[Collected data entries]
- - - - - - -
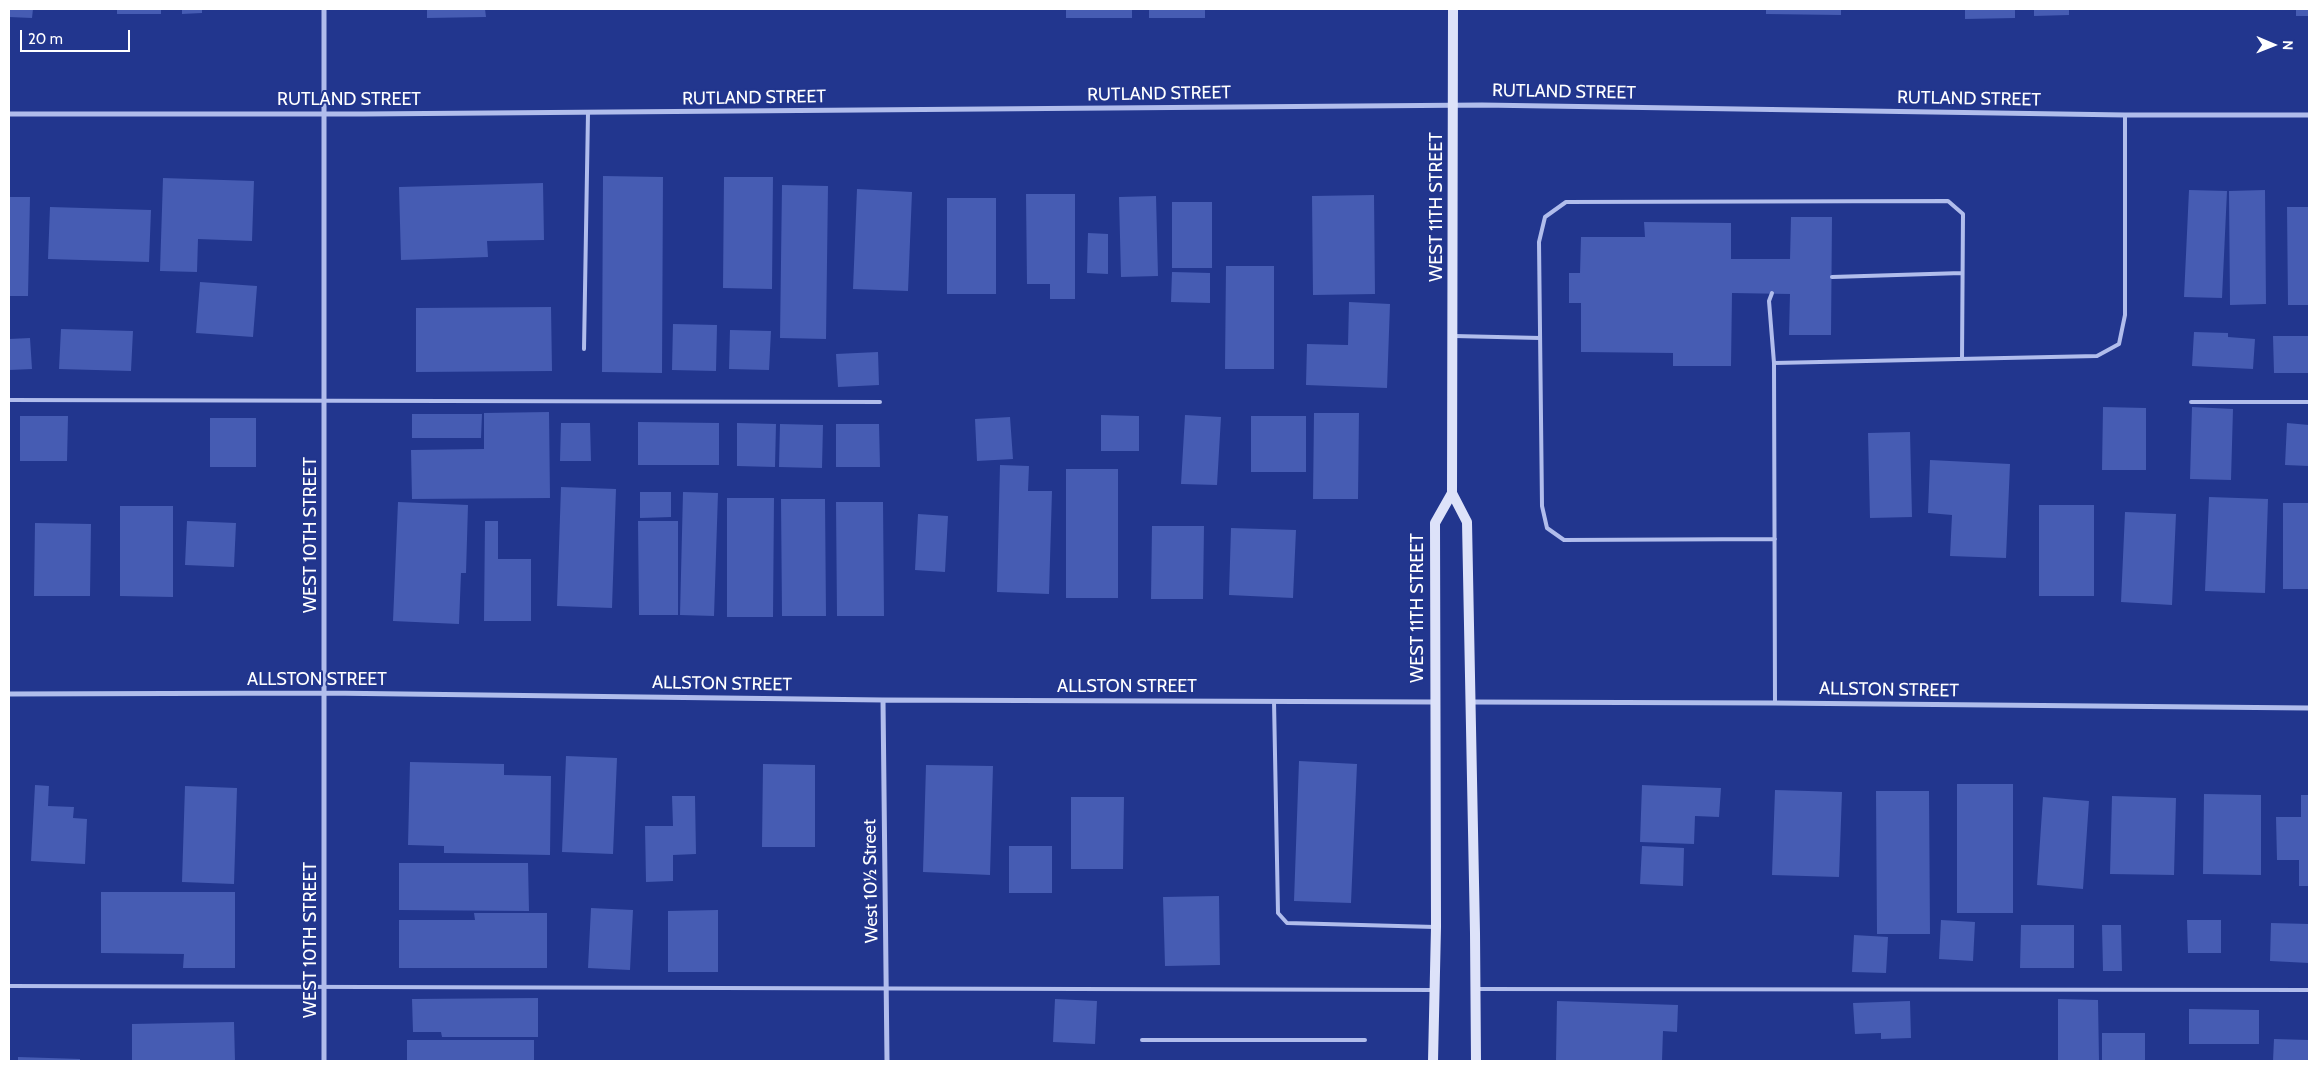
<!DOCTYPE html>
<meta charset="utf-8">
<style>
body{margin:0}
#map{position:relative;width:2318px;height:1070px;overflow:hidden;background:#22368e;font-family:Cabin,sans-serif}
canvas{display:block}
.frame{position:absolute;inset:0;border:10px solid #fff;pointer-events:none}
.north{position:absolute;left:2248px;top:20px;width:50px;height:50px;-webkit-text-stroke:4px #22368e;paint-order:stroke;rotate:91deg;font-size:14px;font-weight:700;line-height:20px;text-align:center;color:#fff}
.north::after{content:'';display:block;margin:auto;width:18px;height:22px;background:#fff;clip-path:polygon(50% 0,100% 100%,50% 72%,0 100%)}
.scale{position:absolute;left:20px;top:30px;width:110px;height:22px;box-sizing:border-box;border:2px solid #fff;border-top:0;padding-left:6px;font-size:15px;line-height:18px;white-space:nowrap;color:#fff;-webkit-text-stroke:4px #22368e;paint-order:stroke}
</style>
<div id="map">
<canvas width="2318" height="1070"></canvas>
<div class="frame"></div>
<div class="north">N</div>
<div class="scale">20 m</div>
</div>
<script>
const ctx = document.querySelector('canvas').getContext('2d');
ctx.lineJoin = 'round';
function fillPath(path, color) {
  ctx.fillStyle = color;
  ctx.fill(path, 'evenodd');
}
function shape(rows) {
  const path = new Path2D();
  for (const r of rows) {
    path.moveTo(r[0], r[1]);
    for (let i = 2; i < r.length; i += 2) path.lineTo(r[i], r[i + 1]);
  }
  return path;
}
function strokePath(path, color, width, dash) {
  ctx.strokeStyle = color;
  ctx.lineWidth = width;
  ctx.lineCap = dash ? 'butt' : 'round';
  ctx.setLineDash(dash || []);
  ctx.stroke(path);
}
function label(font, color, halo, rows, align = 'center') {
  ctx.font = font + ' Cabin,sans-serif';
  ctx.lineWidth = 4;
  ctx.setLineDash([]);
  ctx.textBaseline = 'middle';
  ctx.strokeStyle = halo;
  ctx.fillStyle = color;
  for (const [text, x, y, turn = 0] of rows) {
    ctx.save();
    ctx.translate(x, y);
    ctx.rotate((+turn || 0) * Math.PI / 180);
    ctx.textAlign = isNaN(turn) ? turn : align;
    if (halo) ctx.strokeText(text, 0, 0);
    ctx.fillText(text, 0, 0);
    ctx.restore();
  }
}
fillPath(shape([
 [9,9,33,9,32,18,9,17],
 [117,9,161,9,161,14,117,14],
 [182,9,202,9,202,13,182,14],
 [427,9,485,9,486,17,427,18],
 [1066,9,1132,9,1132,18,1066,18],
 [1149,9,1205,9,1205,18,1149,18],
 [1766,9,1841,9,1841,15,1766,14],
 [1965,9,2015,9,2015,18,1965,19],
 [2034,9,2069,9,2069,15,2034,16],
 [2296,9,2309,9,2309,16,2296,16],
 [603,176,663,177,662,373,602,372],
 [724,177,773,177,772,289,723,288],
 [163,178,254,181,252,241,198,239,197,272,160,271],
 [543,183,544,240,487,241,488,257,401,260,399,187],
 [782,185,828,186,826,339,780,338],
 [857,189,912,192,908,291,853,289],
 [2189,190,2227,191,2222,298,2184,297],
 [2265,190,2266,304,2230,305,2229,191],
 [1026,194,1075,194,1075,299,1050,299,1050,284,1027,284],
 [1374,195,1375,294,1313,295,1312,196],
 [1156,196,1158,276,1121,277,1119,197],
 [9,197,30,197,28,296,9,296],
 [947,198,996,198,996,294,947,294],
 [1172,202,1212,202,1212,268,1172,268],
 [50,207,151,210,149,262,48,259],
 [2287,207,2309,207,2309,305,2288,305],
 [1791,217,1832,217,1831,335,1789,335,1790,294,1732,293,1731,366,1673,366,1673,353,1581,352,1581,303,1569,303,1569,273,1580,273,1581,237,1645,237,1644,222,1731,223,1731,259,1790,259],
 [1088,233,1108,234,1108,274,1087,273],
 [1226,266,1274,266,1274,369,1225,369],
 [1172,272,1210,273,1210,303,1171,302],
 [200,282,257,286,253,337,196,333],
 [1349,302,1390,304,1387,388,1306,385,1307,344,1348,345],
 [551,307,552,371,416,372,416,308],
 [673,324,717,325,716,371,672,370],
 [61,329,133,331,131,371,59,369],
 [730,330,771,331,769,370,729,369],
 [2194,332,2228,333,2228,337,2255,339,2253,369,2192,366],
 [2273,336,2309,336,2309,373,2274,373],
 [30,338,32,369,9,370,9,339],
 [878,352,879,385,838,387,836,354],
 [2103,407,2146,408,2146,470,2102,470],
 [2192,407,2233,409,2231,480,2190,479],
 [549,412,550,498,412,499,411,450,484,449,484,413],
 [1314,413,1359,413,1358,499,1313,499],
 [412,414,482,414,481,438,412,438],
 [1101,415,1139,416,1139,451,1101,451],
 [1185,415,1221,417,1217,485,1181,484],
 [20,416,68,416,67,461,20,461],
 [1251,416,1306,416,1306,472,1251,472],
 [1010,417,1013,459,977,461,975,419],
 [210,418,256,418,256,467,210,467],
 [638,422,719,423,719,465,638,465],
 [561,423,590,423,591,461,560,461],
 [737,423,776,424,775,467,737,466],
 [2287,423,2309,425,2309,466,2285,465],
 [780,424,823,425,822,468,779,467],
 [836,424,879,424,880,467,836,467],
 [1910,432,1912,517,1870,518,1868,433],
 [1930,460,2010,464,2006,558,1950,556,1952,515,1928,513],
 [1000,465,1029,466,1028,491,1052,491,1049,594,997,592],
 [1066,469,1118,469,1118,598,1066,598],
 [561,487,616,489,612,608,557,606],
 [640,492,671,492,671,517,640,518],
 [683,492,718,493,714,616,680,615],
 [2209,497,2268,499,2265,593,2205,591],
 [727,498,774,498,773,617,727,617],
 [781,499,825,499,826,616,782,616],
 [398,502,468,505,466,573,461,573,459,624,393,621],
 [836,502,883,502,884,616,837,616],
 [2283,503,2309,503,2309,589,2283,589],
 [2039,505,2094,505,2094,596,2039,596],
 [120,506,173,506,173,597,120,596],
 [2125,512,2176,514,2172,605,2121,602],
 [918,514,948,516,945,572,915,570],
 [187,521,236,523,234,567,185,565],
 [485,521,498,521,498,559,531,559,531,621,484,621],
 [638,521,678,521,678,615,639,615],
 [35,523,91,524,90,596,34,596],
 [1152,526,1204,526,1203,599,1151,599],
 [1231,528,1296,530,1293,598,1229,595],
 [566,756,617,758,613,854,562,852],
 [1299,761,1357,764,1351,903,1294,901],
 [410,762,504,764,504,775,551,776,550,855,444,853,444,846,408,845],
 [763,764,815,765,815,847,762,847],
 [926,765,993,766,990,875,923,872],
 [1957,784,2013,784,2013,913,1957,913],
 [35,785,49,786,48,806,74,807,73,818,87,819,85,864,31,861],
 [1642,785,1721,788,1719,817,1695,816,1694,844,1640,842],
 [185,786,237,788,234,884,182,882],
 [1775,790,1842,792,1839,877,1772,875],
 [1876,791,1929,791,1930,934,1877,934],
 [2204,794,2261,795,2261,875,2203,874],
 [2301,795,2309,795,2309,886,2299,886,2299,860,2277,860,2276,817,2301,817],
 [672,796,695,796,696,854,673,855,673,881,646,882,645,826,673,826],
 [2112,796,2176,798,2174,875,2110,874],
 [1071,797,1124,797,1123,869,1071,869],
 [2043,797,2089,801,2083,889,2037,885],
 [1009,846,1052,846,1052,893,1009,893],
 [1642,846,1684,848,1683,886,1640,884],
 [399,863,528,863,529,911,399,910],
 [101,892,235,892,235,968,183,968,184,954,101,953],
 [1219,896,1220,965,1165,966,1163,897],
 [591,908,633,910,630,970,588,968],
 [718,910,718,972,668,972,668,911],
 [474,913,547,913,547,968,399,968,399,920,475,920],
 [1941,920,1975,922,1973,961,1939,959],
 [2187,920,2221,920,2221,953,2188,953],
 [2271,923,2309,924,2309,963,2270,961],
 [2021,925,2074,925,2074,968,2020,968],
 [2102,925,2121,925,2122,971,2103,971],
 [1854,935,1888,937,1886,973,1852,972],
 [538,998,538,1037,442,1037,441,1032,413,1032,412,999],
 [1055,999,1097,1001,1095,1044,1053,1042],
 [2058,999,2098,1000,2099,1061,2058,1061],
 [1557,1001,1678,1005,1677,1032,1663,1031,1662,1061,1556,1061],
 [1910,1001,1911,1038,1881,1039,1881,1033,1855,1034,1853,1003],
 [2189,1009,2259,1010,2259,1044,2189,1044],
 [234,1022,235,1061,132,1061,132,1024],
 [2102,1033,2145,1033,2145,1061,2102,1061],
 [2274,1039,2309,1040,2309,1061,2273,1061],
 [407,1040,534,1040,534,1061,407,1061],
 [18,1057,80,1059,80,1061,18,1061]
]), '#465cb3');
strokePath(shape([
 [1832,277,1962,273],
 [1772,293,1769,301,1774,363,1775,703],
 [1454,336,1540,338],
 [584,349,588,113],
 [1774,363,2097,356,2119,344,2125,315,2125,115],
 [9,400,880,402],
 [2191,402,2309,402],
 [1775,539,1564,540,1547,528,1542,506,1539,242,1545,217,1566,202,1948,201,1963,214,1962,359],
 [1274,701,1278,913,1287,923,1435,927],
 [9,986,1435,990],
 [1477,989,2309,990],
 [1142,1040,1365,1040]
]), '#b1bdec', 4);
strokePath(shape([
 [324,9,324,1061],
 [9,114,364,114,1482,105,2125,115,2309,115],
 [9,694,325,693,883,700,1435,702],
 [883,700,887,1061],
 [1470,702,1775,703,2309,708]
]), '#b1bdec', 5);
strokePath(shape([
 [1452,493,1467,522,1475,933,1476,1061],
 [1433,1061,1436,927,1435,523,1452,493,1453,9]
]), '#dde2f9', 10);
label('18px', '#fff', '#22368e', [
 ["RUTLAND STREET",1564,92,1],
 ["RUTLAND STREET",1159,94,-1],
 ["RUTLAND STREET",754,98,-1],
 ["RUTLAND STREET",1969,99,1],
 ["RUTLAND STREET",349,100],
 ["WEST 11TH STREET",1437,207,-90],
 ["WEST 10TH STREET",311,535,-90],
 ["WEST 11TH STREET",1418,608,-90],
 ["ALLSTON STREET",317,680],
 ["ALLSTON STREET",722,684,1],
 ["ALLSTON STREET",1127,687],
 ["ALLSTON STREET",1889,690,1],
 ["West 10½ Street",871,881,-91],
 ["WEST 10TH STREET",311,940,-90]
]);
</script>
- - - - - - -
The task:
Identify every line above with the string "class" in it. Copy those lines.

Exercise answer:
<div class="frame"></div>
<div class="north">N</div>
<div class="scale">20 m</div>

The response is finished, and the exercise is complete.